Reproduce the records below exactly from their first line through the line containing "Task: Dump the", omitting all pictures.
Top of PROVIDED DATA
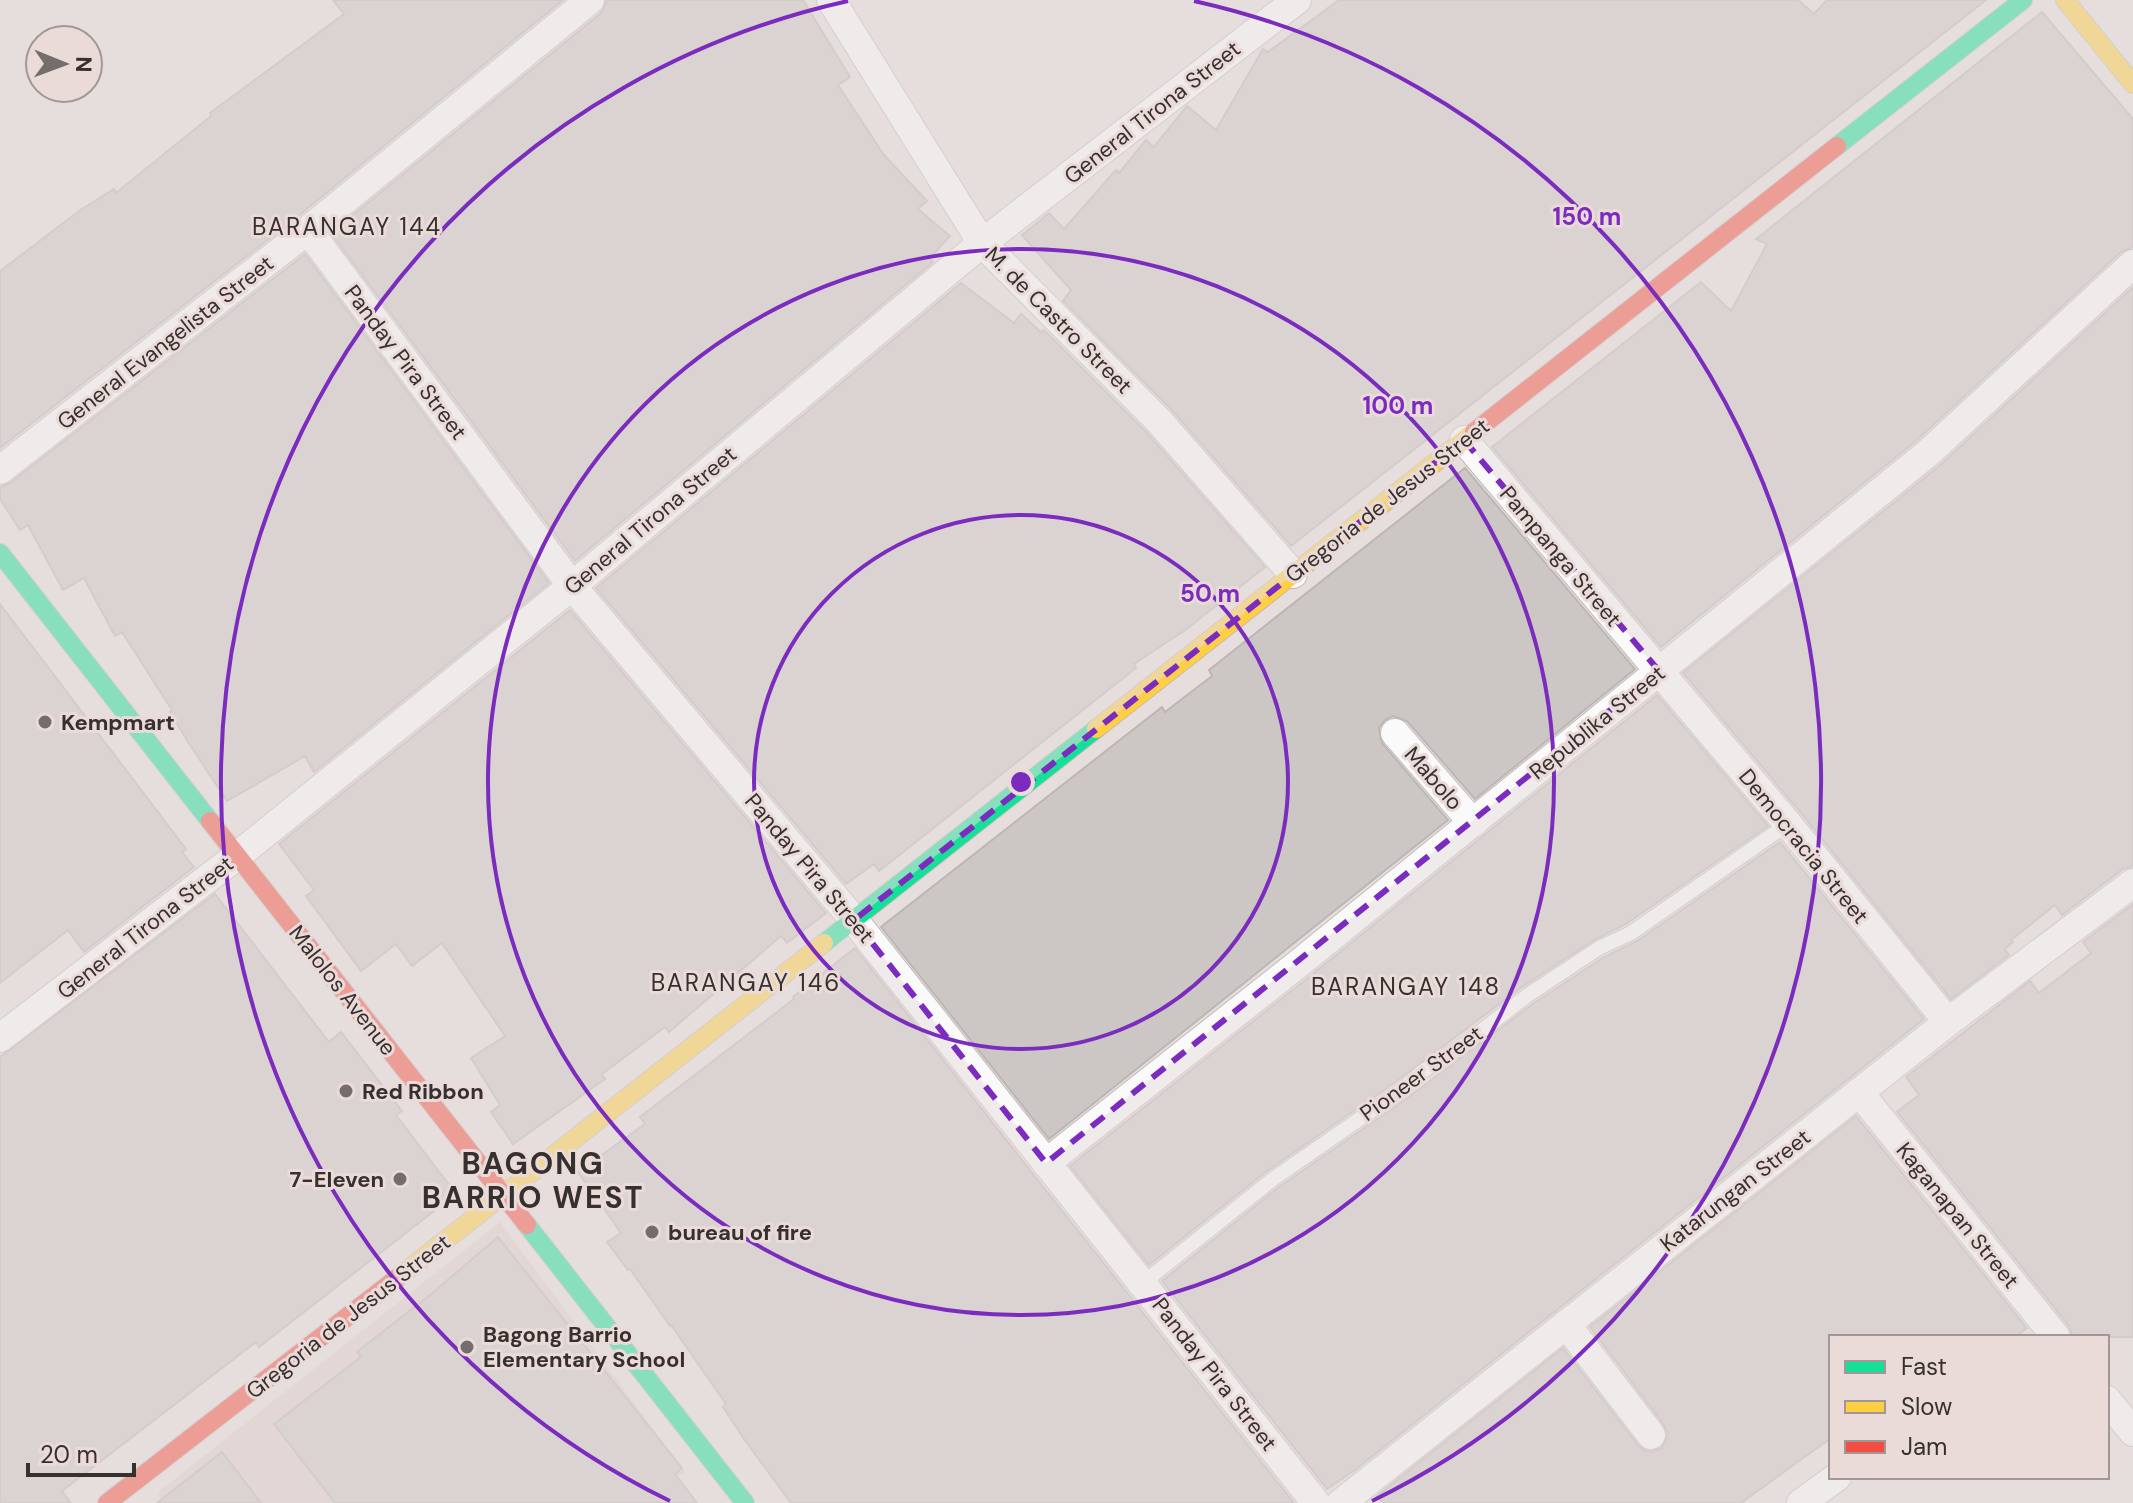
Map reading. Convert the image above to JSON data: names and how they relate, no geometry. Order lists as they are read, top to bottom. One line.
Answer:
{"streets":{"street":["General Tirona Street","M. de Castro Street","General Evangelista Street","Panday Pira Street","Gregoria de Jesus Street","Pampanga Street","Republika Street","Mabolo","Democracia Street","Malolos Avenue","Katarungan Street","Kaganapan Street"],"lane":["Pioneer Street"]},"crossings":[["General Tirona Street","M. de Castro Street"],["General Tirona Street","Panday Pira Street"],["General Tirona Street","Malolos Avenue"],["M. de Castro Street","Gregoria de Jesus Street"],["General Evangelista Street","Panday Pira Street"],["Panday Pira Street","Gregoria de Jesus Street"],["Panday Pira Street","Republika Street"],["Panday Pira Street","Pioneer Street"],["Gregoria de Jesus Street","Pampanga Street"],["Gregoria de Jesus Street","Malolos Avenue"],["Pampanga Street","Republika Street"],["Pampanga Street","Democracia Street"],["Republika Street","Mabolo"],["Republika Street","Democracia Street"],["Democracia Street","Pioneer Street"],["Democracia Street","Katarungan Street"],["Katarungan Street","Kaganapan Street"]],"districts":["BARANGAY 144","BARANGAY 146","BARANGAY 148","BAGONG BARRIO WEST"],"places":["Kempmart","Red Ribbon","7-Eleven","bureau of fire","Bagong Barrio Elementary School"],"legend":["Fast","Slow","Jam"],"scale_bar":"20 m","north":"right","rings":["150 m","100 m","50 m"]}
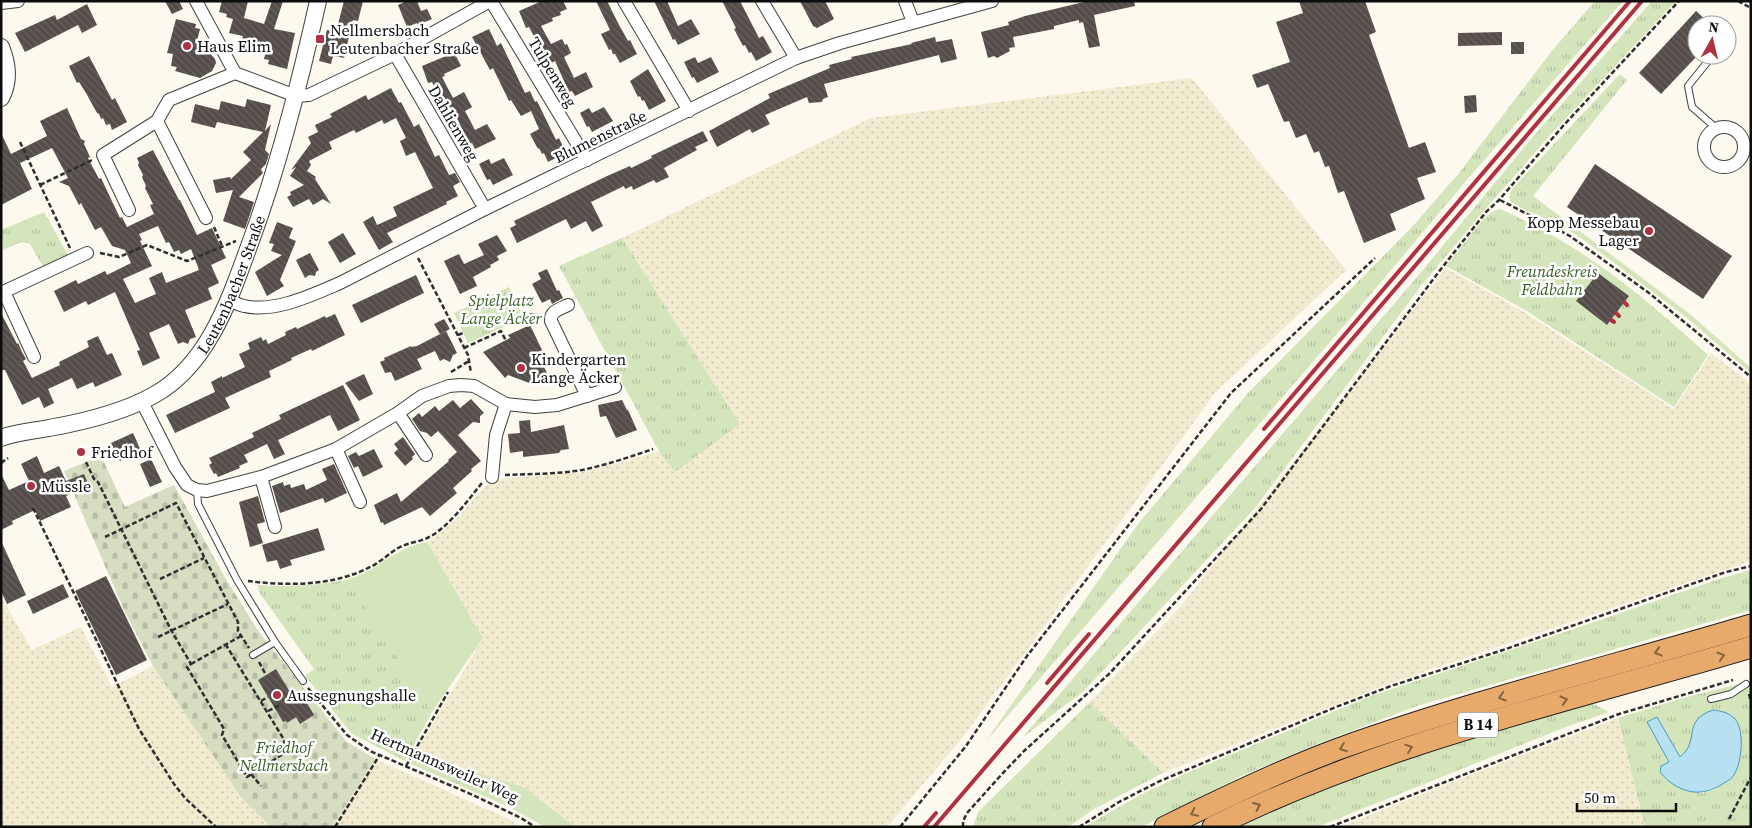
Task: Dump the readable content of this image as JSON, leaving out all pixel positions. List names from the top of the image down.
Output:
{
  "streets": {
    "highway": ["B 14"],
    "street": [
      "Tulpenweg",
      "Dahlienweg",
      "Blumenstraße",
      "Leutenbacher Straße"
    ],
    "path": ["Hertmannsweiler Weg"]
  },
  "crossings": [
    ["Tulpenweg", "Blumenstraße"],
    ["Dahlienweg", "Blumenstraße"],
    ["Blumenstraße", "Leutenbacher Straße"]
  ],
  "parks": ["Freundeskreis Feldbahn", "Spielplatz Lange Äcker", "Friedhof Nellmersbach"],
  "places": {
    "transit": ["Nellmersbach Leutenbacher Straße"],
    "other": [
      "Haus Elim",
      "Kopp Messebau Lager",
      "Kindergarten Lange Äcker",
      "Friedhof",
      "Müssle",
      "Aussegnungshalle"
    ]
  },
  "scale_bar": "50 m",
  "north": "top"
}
Bottom of PROVIDED DATA
EXPECTED ANSWER:
Map reading. Convert the image above to JSON data: names and how they relate, no geometry. Order lists as they are read, top to bottom. One line.
Answer:
{"streets":{"street":["General Tirona Street","M. de Castro Street","General Evangelista Street","Panday Pira Street","Gregoria de Jesus Street","Pampanga Street","Republika Street","Mabolo","Democracia Street","Malolos Avenue","Katarungan Street","Kaganapan Street"],"lane":["Pioneer Street"]},"crossings":[["General Tirona Street","M. de Castro Street"],["General Tirona Street","Panday Pira Street"],["General Tirona Street","Malolos Avenue"],["M. de Castro Street","Gregoria de Jesus Street"],["General Evangelista Street","Panday Pira Street"],["Panday Pira Street","Gregoria de Jesus Street"],["Panday Pira Street","Republika Street"],["Panday Pira Street","Pioneer Street"],["Gregoria de Jesus Street","Pampanga Street"],["Gregoria de Jesus Street","Malolos Avenue"],["Pampanga Street","Republika Street"],["Pampanga Street","Democracia Street"],["Republika Street","Mabolo"],["Republika Street","Democracia Street"],["Democracia Street","Pioneer Street"],["Democracia Street","Katarungan Street"],["Katarungan Street","Kaganapan Street"]],"districts":["BARANGAY 144","BARANGAY 146","BARANGAY 148","BAGONG BARRIO WEST"],"places":["Kempmart","Red Ribbon","7-Eleven","bureau of fire","Bagong Barrio Elementary School"],"legend":["Fast","Slow","Jam"],"scale_bar":"20 m","north":"right","rings":["150 m","100 m","50 m"]}
Task: Dump the readable content of this image as JSON, leaving out all pixel positions. List names from the top of the image down.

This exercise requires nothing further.